#### Exercise goal:
Omit the images. Restate all of the records word for word.

(Given data Opens)

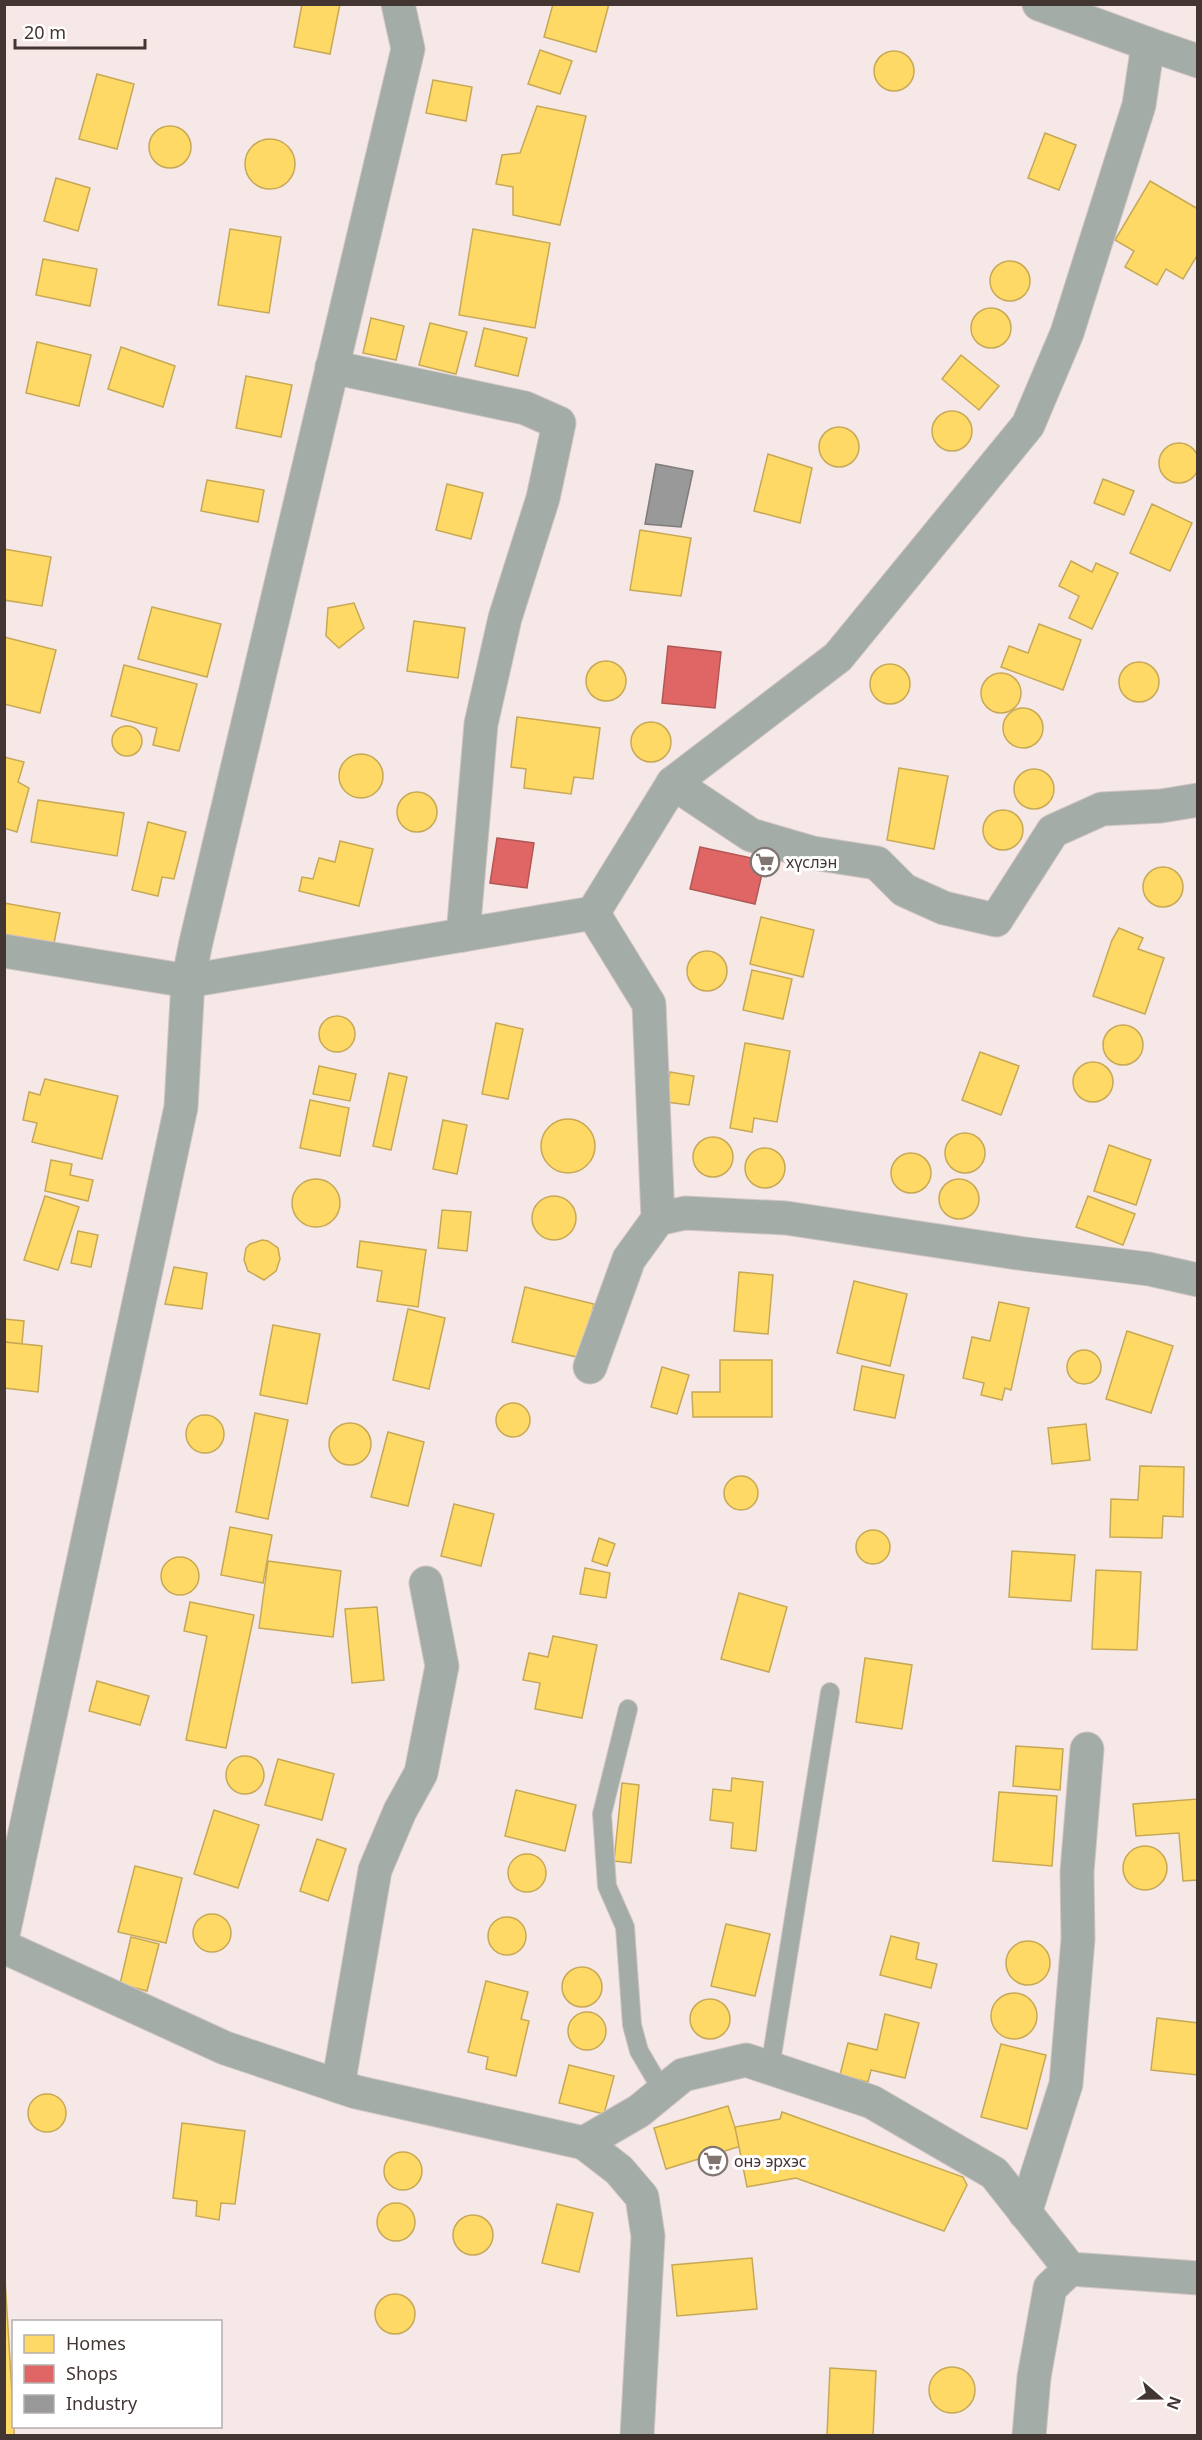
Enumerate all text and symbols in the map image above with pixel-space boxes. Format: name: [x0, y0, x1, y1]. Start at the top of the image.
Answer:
scale bar: [15, 12, 146, 50]
text: 20 m: [24, 20, 66, 44]
supermarket icon: хүслэн: [749, 846, 781, 878]
place label: хүслэн: [786, 851, 837, 873]
supermarket icon: онэ эрхэс: [697, 2145, 729, 2177]
place label: онэ эрхэс: [734, 2150, 807, 2172]
legend: [12, 2320, 222, 2428]
text: Homes: [66, 2331, 126, 2355]
text: Shops: [66, 2361, 118, 2385]
north arrow: [1130, 2368, 1190, 2428]
text: Industry: [66, 2391, 138, 2415]
text: N: [1162, 2393, 1187, 2413]

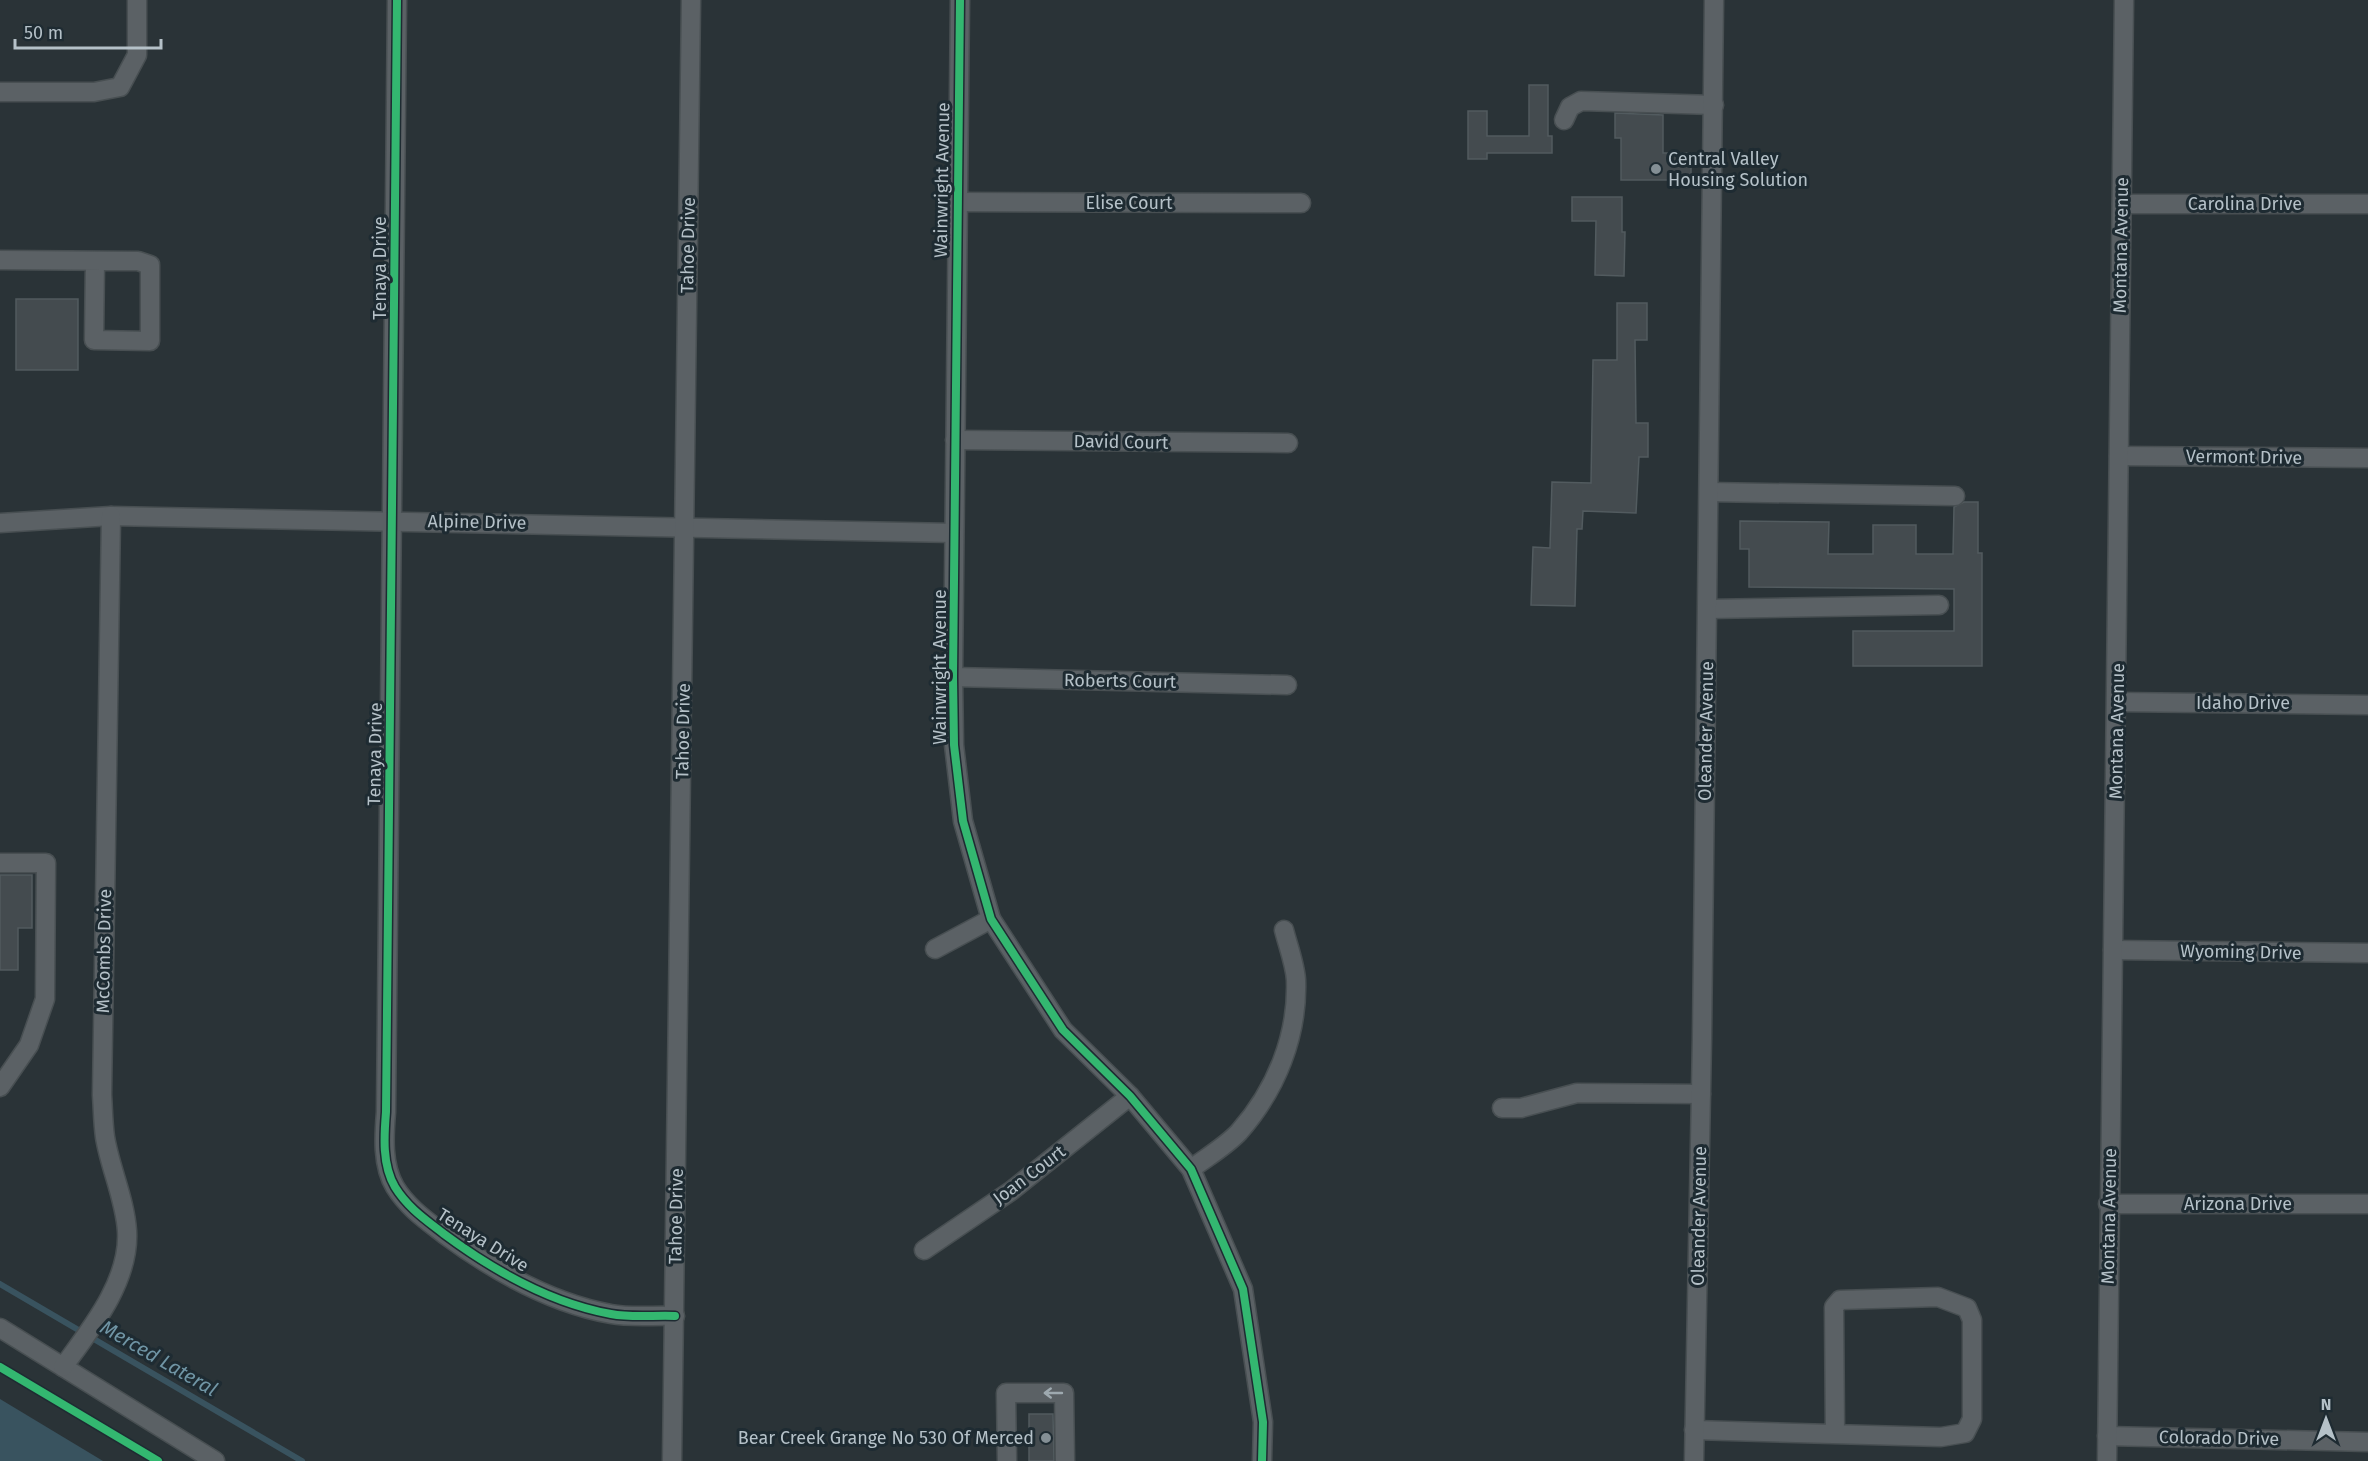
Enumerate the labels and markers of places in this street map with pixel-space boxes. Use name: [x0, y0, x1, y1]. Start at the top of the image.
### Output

(Given data Closes)

#### Reply:
Enumerate all text and symbols in the map image above with pixel-space boxes. Format: name: [x0, y0, x1, y1]. Start at the top of the image.
Answer:
scale bar: [15, 12, 146, 50]
text: 20 m: [24, 20, 66, 44]
supermarket icon: хүслэн: [749, 846, 781, 878]
place label: хүслэн: [786, 851, 837, 873]
supermarket icon: онэ эрхэс: [697, 2145, 729, 2177]
place label: онэ эрхэс: [734, 2150, 807, 2172]
legend: [12, 2320, 222, 2428]
text: Homes: [66, 2331, 126, 2355]
text: Shops: [66, 2361, 118, 2385]
north arrow: [1130, 2368, 1190, 2428]
text: Industry: [66, 2391, 138, 2415]
text: N: [1162, 2393, 1187, 2413]

Enumerate the labels and markers of places in this street map with pixel-space boxes. Use name: [x0, y0, x1, y1]. Start at the top of the image.
### Output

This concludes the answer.